> [Aim of the task]: Return the lines below that contain the word "halo".

> [Data excerpts]:
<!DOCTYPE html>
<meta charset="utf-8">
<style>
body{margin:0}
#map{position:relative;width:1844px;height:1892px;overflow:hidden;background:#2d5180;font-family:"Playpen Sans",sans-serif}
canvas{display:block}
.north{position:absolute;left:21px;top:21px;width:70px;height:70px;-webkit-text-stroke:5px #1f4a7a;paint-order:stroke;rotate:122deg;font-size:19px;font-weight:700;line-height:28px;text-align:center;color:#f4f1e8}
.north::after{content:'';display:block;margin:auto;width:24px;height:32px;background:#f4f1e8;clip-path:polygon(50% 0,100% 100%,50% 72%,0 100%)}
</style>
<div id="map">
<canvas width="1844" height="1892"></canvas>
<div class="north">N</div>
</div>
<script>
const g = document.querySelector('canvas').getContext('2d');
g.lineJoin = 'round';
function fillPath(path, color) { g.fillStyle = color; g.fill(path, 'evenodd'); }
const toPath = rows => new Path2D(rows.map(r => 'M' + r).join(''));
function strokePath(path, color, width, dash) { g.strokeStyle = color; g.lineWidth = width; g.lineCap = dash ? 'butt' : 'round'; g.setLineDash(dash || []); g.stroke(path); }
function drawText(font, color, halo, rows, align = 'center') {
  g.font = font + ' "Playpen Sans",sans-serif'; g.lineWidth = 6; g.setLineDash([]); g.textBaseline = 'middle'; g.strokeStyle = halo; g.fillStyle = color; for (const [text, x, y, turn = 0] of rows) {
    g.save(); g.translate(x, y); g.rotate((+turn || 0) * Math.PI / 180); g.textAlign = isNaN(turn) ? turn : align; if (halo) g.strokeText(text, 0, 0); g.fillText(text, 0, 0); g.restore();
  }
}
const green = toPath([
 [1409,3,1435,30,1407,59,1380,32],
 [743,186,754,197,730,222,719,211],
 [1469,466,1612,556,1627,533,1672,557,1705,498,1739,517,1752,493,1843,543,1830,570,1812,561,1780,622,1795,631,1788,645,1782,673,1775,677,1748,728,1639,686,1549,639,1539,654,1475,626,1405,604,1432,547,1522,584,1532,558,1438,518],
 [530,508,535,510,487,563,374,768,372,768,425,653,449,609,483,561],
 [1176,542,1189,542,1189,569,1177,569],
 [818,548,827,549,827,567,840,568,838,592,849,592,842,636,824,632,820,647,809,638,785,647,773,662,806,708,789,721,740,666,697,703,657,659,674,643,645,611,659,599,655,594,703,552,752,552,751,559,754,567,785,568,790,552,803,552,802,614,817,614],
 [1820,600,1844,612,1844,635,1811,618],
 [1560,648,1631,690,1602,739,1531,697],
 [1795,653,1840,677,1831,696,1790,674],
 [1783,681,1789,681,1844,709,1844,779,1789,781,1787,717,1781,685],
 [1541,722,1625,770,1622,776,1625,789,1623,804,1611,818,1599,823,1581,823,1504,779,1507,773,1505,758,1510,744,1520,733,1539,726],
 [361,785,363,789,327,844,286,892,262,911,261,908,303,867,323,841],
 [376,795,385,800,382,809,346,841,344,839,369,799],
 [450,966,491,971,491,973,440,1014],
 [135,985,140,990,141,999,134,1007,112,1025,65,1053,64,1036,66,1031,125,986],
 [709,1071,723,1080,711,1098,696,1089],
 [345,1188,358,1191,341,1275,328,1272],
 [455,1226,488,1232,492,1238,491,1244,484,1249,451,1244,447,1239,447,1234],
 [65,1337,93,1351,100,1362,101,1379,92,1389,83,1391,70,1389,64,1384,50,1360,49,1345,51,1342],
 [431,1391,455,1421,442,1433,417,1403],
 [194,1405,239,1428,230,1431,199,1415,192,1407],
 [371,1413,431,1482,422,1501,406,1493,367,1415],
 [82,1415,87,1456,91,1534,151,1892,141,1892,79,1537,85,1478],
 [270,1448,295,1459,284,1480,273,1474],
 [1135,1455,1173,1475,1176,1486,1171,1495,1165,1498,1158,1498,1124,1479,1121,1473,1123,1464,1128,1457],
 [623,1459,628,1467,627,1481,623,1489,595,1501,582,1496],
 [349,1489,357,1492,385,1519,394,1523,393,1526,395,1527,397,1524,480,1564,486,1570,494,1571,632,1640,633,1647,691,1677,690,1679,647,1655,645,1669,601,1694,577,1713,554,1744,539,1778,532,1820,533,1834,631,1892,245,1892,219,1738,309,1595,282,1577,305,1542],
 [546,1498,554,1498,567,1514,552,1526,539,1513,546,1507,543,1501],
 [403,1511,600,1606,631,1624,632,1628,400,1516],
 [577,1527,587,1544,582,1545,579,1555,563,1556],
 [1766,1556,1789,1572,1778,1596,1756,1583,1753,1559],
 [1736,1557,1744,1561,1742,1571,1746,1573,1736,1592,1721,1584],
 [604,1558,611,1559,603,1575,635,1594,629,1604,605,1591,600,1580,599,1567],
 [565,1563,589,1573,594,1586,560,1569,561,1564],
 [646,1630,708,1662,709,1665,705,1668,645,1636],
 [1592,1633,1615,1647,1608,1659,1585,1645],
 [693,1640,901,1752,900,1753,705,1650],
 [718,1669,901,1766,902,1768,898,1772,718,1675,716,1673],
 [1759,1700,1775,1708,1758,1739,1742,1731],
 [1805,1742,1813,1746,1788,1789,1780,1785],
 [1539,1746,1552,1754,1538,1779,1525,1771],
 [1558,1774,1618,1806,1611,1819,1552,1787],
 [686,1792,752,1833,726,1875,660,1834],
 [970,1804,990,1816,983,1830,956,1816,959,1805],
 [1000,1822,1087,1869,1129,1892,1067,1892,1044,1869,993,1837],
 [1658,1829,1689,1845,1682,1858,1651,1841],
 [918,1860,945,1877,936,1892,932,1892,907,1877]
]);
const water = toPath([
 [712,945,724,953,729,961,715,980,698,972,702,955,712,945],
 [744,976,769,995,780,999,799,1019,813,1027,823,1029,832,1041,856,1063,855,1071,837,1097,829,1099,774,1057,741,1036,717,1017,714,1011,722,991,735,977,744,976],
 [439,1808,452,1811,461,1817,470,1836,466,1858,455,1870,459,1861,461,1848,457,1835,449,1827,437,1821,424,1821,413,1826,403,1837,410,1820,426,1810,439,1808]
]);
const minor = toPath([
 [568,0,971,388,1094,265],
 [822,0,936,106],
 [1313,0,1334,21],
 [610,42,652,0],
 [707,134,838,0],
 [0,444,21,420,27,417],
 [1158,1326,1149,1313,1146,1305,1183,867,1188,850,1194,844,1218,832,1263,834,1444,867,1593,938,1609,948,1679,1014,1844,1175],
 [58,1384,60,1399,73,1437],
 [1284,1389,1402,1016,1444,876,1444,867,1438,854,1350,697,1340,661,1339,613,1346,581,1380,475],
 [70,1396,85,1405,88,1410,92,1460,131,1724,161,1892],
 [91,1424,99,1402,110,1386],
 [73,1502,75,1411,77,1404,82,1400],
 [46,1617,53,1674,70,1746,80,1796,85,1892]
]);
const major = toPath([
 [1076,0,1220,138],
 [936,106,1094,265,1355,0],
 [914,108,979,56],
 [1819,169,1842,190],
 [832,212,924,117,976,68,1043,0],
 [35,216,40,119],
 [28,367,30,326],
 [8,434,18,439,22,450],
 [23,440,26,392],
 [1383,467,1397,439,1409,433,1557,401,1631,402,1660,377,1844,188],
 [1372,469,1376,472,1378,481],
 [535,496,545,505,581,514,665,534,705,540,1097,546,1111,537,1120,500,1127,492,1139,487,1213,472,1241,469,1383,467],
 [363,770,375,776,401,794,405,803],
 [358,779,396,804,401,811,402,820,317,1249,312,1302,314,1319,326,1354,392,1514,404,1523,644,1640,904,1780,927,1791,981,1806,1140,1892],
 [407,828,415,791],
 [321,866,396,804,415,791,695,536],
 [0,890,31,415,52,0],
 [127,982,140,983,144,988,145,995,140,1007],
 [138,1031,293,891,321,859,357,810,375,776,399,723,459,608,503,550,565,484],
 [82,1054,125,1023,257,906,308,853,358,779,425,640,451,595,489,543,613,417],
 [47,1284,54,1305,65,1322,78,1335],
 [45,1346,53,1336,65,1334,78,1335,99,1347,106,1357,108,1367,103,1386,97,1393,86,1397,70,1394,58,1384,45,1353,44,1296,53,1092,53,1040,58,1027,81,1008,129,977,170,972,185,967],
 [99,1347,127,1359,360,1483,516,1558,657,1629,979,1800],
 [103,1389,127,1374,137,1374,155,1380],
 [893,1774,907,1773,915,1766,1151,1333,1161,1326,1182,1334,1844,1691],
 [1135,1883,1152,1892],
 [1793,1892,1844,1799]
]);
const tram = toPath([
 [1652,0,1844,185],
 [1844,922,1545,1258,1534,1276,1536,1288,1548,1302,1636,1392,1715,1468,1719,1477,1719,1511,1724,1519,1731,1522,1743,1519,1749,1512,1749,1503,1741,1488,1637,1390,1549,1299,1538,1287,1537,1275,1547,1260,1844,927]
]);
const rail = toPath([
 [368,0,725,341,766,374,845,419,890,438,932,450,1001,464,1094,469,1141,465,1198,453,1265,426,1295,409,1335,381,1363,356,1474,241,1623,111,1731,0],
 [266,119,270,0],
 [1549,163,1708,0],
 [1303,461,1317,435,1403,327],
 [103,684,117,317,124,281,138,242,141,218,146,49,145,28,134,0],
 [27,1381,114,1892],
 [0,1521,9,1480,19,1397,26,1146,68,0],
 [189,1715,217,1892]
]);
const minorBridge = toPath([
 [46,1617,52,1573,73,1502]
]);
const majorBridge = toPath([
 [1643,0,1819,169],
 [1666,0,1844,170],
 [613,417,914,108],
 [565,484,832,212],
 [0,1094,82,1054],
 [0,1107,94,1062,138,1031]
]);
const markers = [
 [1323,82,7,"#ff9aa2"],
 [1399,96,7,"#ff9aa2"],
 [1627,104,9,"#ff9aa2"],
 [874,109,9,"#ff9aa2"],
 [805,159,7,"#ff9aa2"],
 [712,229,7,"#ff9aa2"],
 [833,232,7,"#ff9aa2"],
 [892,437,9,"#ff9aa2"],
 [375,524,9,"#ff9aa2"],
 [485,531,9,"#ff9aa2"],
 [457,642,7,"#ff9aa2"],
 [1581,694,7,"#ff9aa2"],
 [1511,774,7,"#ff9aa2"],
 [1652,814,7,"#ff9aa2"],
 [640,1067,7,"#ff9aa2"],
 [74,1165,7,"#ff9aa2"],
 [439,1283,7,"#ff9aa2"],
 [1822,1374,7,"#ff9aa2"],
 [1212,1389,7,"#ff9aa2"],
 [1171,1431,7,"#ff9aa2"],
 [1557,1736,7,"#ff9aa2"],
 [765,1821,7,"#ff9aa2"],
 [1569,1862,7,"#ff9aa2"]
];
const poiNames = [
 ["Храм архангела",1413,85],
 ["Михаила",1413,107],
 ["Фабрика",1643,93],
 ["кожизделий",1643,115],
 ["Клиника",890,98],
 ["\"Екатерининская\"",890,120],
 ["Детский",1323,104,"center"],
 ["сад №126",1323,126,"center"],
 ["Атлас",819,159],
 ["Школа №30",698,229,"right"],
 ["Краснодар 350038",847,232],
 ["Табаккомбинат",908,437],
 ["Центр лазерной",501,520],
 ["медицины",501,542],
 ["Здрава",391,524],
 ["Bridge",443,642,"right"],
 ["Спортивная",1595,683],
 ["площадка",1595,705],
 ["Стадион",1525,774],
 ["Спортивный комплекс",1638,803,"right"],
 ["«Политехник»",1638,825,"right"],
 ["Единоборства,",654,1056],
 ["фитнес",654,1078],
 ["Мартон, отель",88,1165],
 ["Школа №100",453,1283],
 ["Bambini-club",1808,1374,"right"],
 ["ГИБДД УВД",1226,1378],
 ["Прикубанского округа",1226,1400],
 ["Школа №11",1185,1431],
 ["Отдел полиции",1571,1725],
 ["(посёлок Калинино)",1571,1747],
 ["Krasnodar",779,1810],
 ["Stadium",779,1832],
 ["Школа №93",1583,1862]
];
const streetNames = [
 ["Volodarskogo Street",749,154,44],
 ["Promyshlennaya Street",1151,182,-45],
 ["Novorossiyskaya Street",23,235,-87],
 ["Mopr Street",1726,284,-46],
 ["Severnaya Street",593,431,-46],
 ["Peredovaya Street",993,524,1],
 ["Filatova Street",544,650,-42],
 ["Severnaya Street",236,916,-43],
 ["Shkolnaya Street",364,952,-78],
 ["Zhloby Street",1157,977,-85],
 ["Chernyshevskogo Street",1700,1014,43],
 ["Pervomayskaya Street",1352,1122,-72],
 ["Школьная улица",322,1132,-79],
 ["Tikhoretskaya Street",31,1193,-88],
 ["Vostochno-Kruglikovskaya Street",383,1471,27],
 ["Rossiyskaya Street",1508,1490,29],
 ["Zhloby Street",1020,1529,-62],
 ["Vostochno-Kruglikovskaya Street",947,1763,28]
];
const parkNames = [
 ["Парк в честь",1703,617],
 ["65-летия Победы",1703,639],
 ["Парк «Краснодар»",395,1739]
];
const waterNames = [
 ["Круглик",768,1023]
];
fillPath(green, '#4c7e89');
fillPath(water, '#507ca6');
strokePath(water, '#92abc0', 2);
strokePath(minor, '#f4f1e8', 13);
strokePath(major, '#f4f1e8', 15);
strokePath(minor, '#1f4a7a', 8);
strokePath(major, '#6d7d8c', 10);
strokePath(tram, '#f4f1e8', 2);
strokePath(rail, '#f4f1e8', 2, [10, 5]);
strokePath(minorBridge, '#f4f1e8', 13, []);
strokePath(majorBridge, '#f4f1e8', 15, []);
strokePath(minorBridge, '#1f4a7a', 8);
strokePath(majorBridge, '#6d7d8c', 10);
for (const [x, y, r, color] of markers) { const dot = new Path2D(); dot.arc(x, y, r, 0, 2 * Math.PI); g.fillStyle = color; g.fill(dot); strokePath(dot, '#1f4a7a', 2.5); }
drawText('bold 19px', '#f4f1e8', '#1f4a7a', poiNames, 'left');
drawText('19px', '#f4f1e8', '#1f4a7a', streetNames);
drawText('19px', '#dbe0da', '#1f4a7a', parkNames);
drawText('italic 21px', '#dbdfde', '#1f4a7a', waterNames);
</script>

> [Output of the task]:
function drawText(font, color, halo, rows, align = 'center') {
  g.font = font + ' "Playpen Sans",sans-serif'; g.lineWidth = 6; g.setLineDash([]); g.textBaseline = 'middle'; g.strokeStyle = halo; g.fillStyle = color; for (const [text, x, y, turn = 0] of rows) {
    g.save(); g.translate(x, y); g.rotate((+turn || 0) * Math.PI / 180); g.textAlign = isNaN(turn) ? turn : align; if (halo) g.strokeText(text, 0, 0); g.fillText(text, 0, 0); g.restore();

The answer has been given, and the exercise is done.